Hejka kochane:)
wczoraj wpisu nie było, dziś będzie krótko. W tygodniu ja nie mam czasu, nie wiem jak to jest,że nie mam jeszcze dzieci... a już nie mogę dogonić własnego ogona.
Dietkowo nie jest źle, ale szału nie ma ostatnio, ciągle coś skubię....
Dziś było
Śniadanie:
no własnie... zdjęcia nie zrobiłam i już nawet nie pamiętam....(robienie zdjęć o 5 rano nie wchodzi w rachubę, latam jak kot z pęcherzem i nie mam czasu)
wiem...
zjadłam pół bułki z szynka z indyka i pomidorem... w pracy zjadłam 1 bułkę z szynką i z ogórkiem i jogurt Jogobella.
w domu był obiadek ogórkowa... moja faza na kwaśne trwa
później zrobiłam sobie koktajl, w sumie zaraz po obiedzie... nie wiem czemu ale dla mnie zupa to nie obiad, i ja po prostu jestem głodna...

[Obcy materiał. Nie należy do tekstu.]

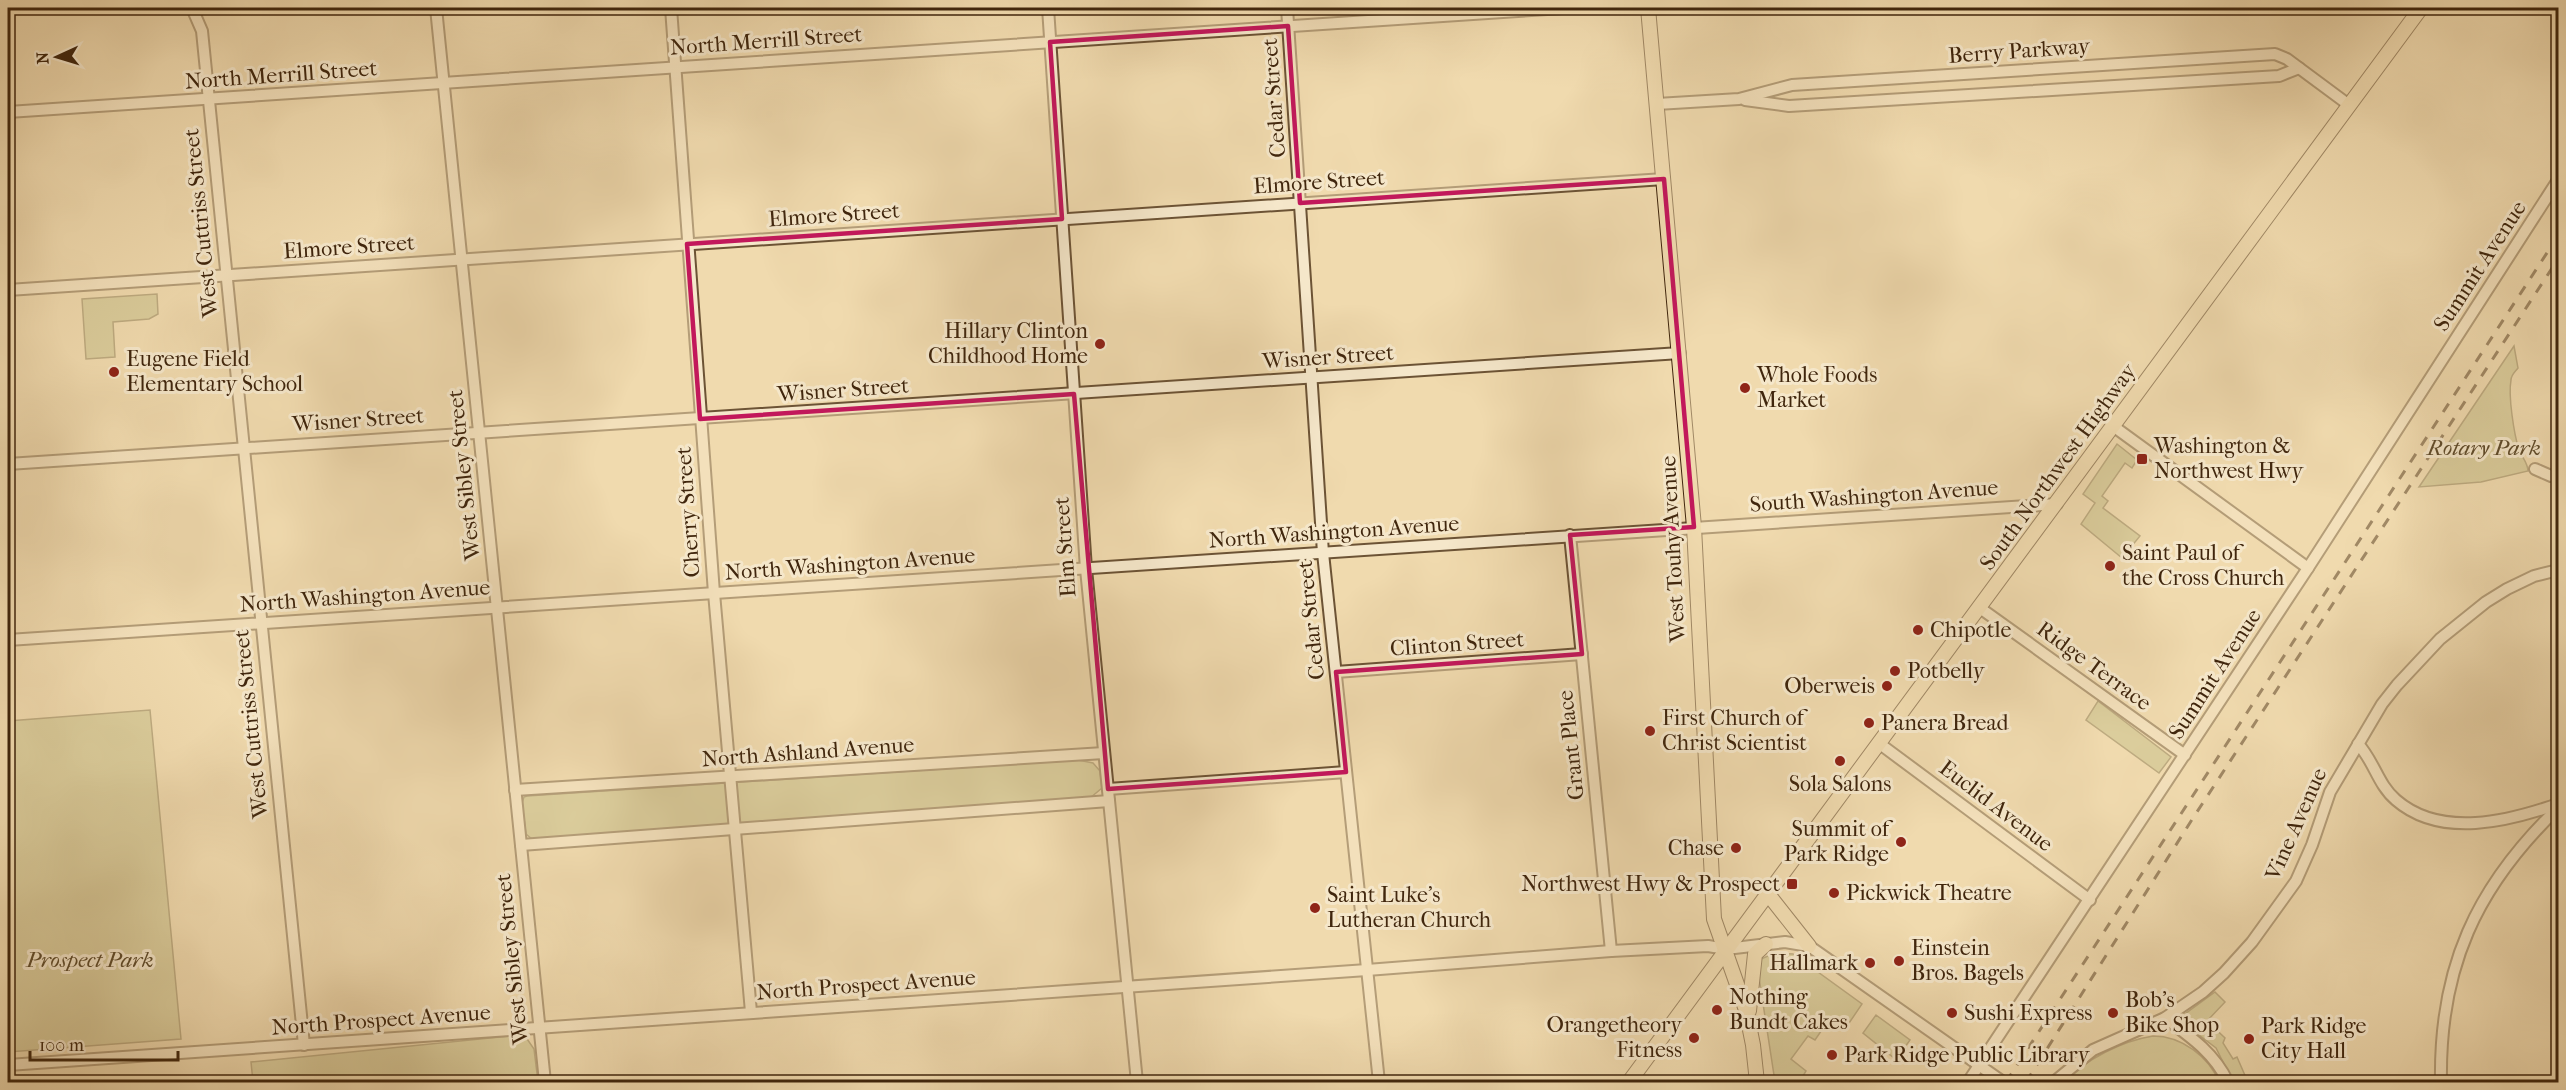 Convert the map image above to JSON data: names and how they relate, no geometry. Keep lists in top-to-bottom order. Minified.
{"streets":{"main road":["South Northwest Highway","West Touhy Avenue"],"street":["North Merrill Street","Berry Parkway","Cedar Street","Elmore Street","West Cuttriss Street","Summit Avenue","Wisner Street","West Sibley Street","South Washington Avenue","Cherry Street","North Washington Avenue","Elm Street","Clinton Street","Ridge Terrace","Grant Place","North Ashland Avenue","Euclid Avenue","Vine Avenue","North Prospect Avenue"]},"crossings":[["North Merrill Street","Cedar Street"],["North Merrill Street","West Cuttriss Street"],["North Merrill Street","West Sibley Street"],["North Merrill Street","Cherry Street"],["North Merrill Street","Elm Street"],["Berry Parkway","South Northwest Highway"],["Berry Parkway","West Touhy Avenue"],["Cedar Street","Elmore Street"],["Cedar Street","Wisner Street"],["Cedar Street","North Washington Avenue"],["Cedar Street","Clinton Street"],["Cedar Street","North Prospect Avenue"],["Elmore Street","West Cuttriss Street"],["Elmore Street","West Sibley Street"],["Elmore Street","Cherry Street"],["Elmore Street","Elm Street"],["Elmore Street","West Touhy Avenue"],["West Cuttriss Street","Wisner Street"],["West Cuttriss Street","North Washington Avenue"],["West Cuttriss Street","North Prospect Avenue"],["Summit Avenue","Ridge Terrace"],["Summit Avenue","Euclid Avenue"],["Wisner Street","West Sibley Street"],["Wisner Street","Cherry Street"],["Wisner Street","Elm Street"],["Wisner Street","West Touhy Avenue"],["South Northwest Highway","South Washington Avenue"],["South Northwest Highway","West Touhy Avenue"],["South Northwest Highway","Ridge Terrace"],["South Northwest Highway","Euclid Avenue"],["South Northwest Highway","North Prospect Avenue"],["West Sibley Street","North Washington Avenue"],["West Sibley Street","North Ashland Avenue"],["West Sibley Street","North Prospect Avenue"],["South Washington Avenue","North Washington Avenue"],["South Washington Avenue","West Touhy Avenue"],["Cherry Street","North Washington Avenue"],["Cherry Street","North Ashland Avenue"],["Cherry Street","North Prospect Avenue"],["North Washington Avenue","Elm Street"],["North Washington Avenue","West Touhy Avenue"],["North Washington Avenue","Grant Place"],["Elm Street","North Ashland Avenue"],["Elm Street","North Prospect Avenue"],["West Touhy Avenue","North Prospect Avenue"],["Clinton Street","Grant Place"],["Grant Place","North Prospect Avenue"]],"parks":["Rotary Park","Prospect Park"],"places":{"other":["Hillary Clinton Childhood Home","Eugene Field Elementary School","Whole Foods Market","Saint Paul of the Cross Church","Chipotle","Potbelly","Oberweis","Panera Bread","First Church of Christ Scientist","Sola Salons","Summit of Park Ridge","Chase","Pickwick Theatre","Saint Luke's Lutheran Church","Einstein Bros. Bagels","Hallmark","Nothing Bundt Cakes","Sushi Express","Bob's Bike Shop","Orangetheory Fitness","Park Ridge City Hall","Park Ridge Public Library"],"transit":["Washington & Northwest Hwy","Northwest Hwy & Prospect"]},"scale_bar":"100 m","north":"left"} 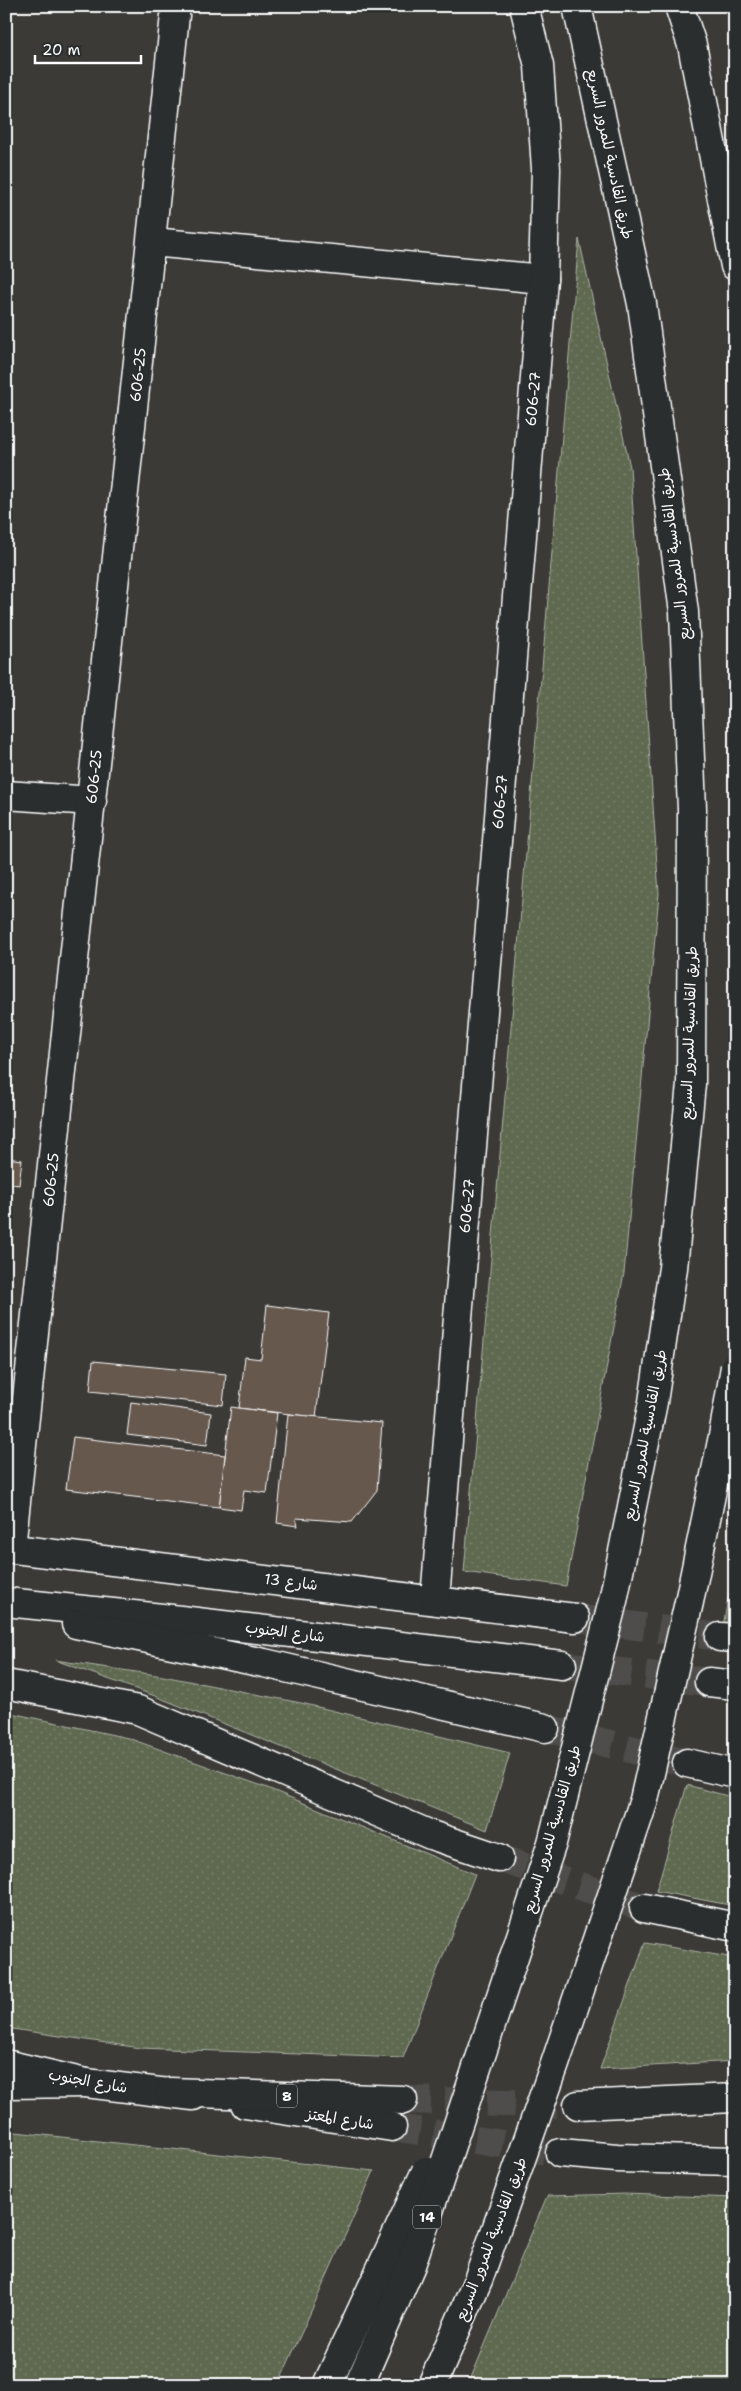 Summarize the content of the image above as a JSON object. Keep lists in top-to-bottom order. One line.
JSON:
{"streets":{"main road":["طريق القادسية للمرور السريع","606-25","606-27","شارع 13","شارع الجنوب","8","شارع المعتز","14"]},"crossings":[["طريق القادسية للمرور السريع","14"],["606-25","شارع 13"],["606-27","شارع 13"],["شارع الجنوب","8"],["شارع الجنوب","شارع المعتز"],["8","شارع المعتز"]],"scale_bar":"20 m"}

(1/2 banana, szklanka mleka, łyżeczka miodu, łyżeczka masła orzechowego i 3 łyżeczki płatków owsianych)
a i jeszcze całkiem niedawno wciągnęłam pół wielkiego jabłka i banana.... gdzie wiem, że owoce po 17 wcale mi nie służą a moja dupa reaguje na nie jak na słodycze.... czyli rośnie...
w ogóle wczoraj w pracy zżarłam 2 cukierki... bo były imieninki koleżanek i nie poskromiłam swojego łakomstwa...
ale przepedałowałam godzinkę na rowerku...
zwiększyłam obciążenie, i chyba dałam wczoraj czadu bo jak zasypiałam to ciągle czułam te zmęczone nogi i do dziś bolały mnie łydki...
... piję za mało wody... i wiem, że to też spowalnia moje odchudzanie...
.... kupiłam łososia wędzonego, już go skubałam po cichaczu... kolacji nie będzie- nie jestem głodna.
Wpis bardzo chaotyczny ale naprawdę nie mam głowy i czasu... Trzymajcie za mnie kciuki dobra?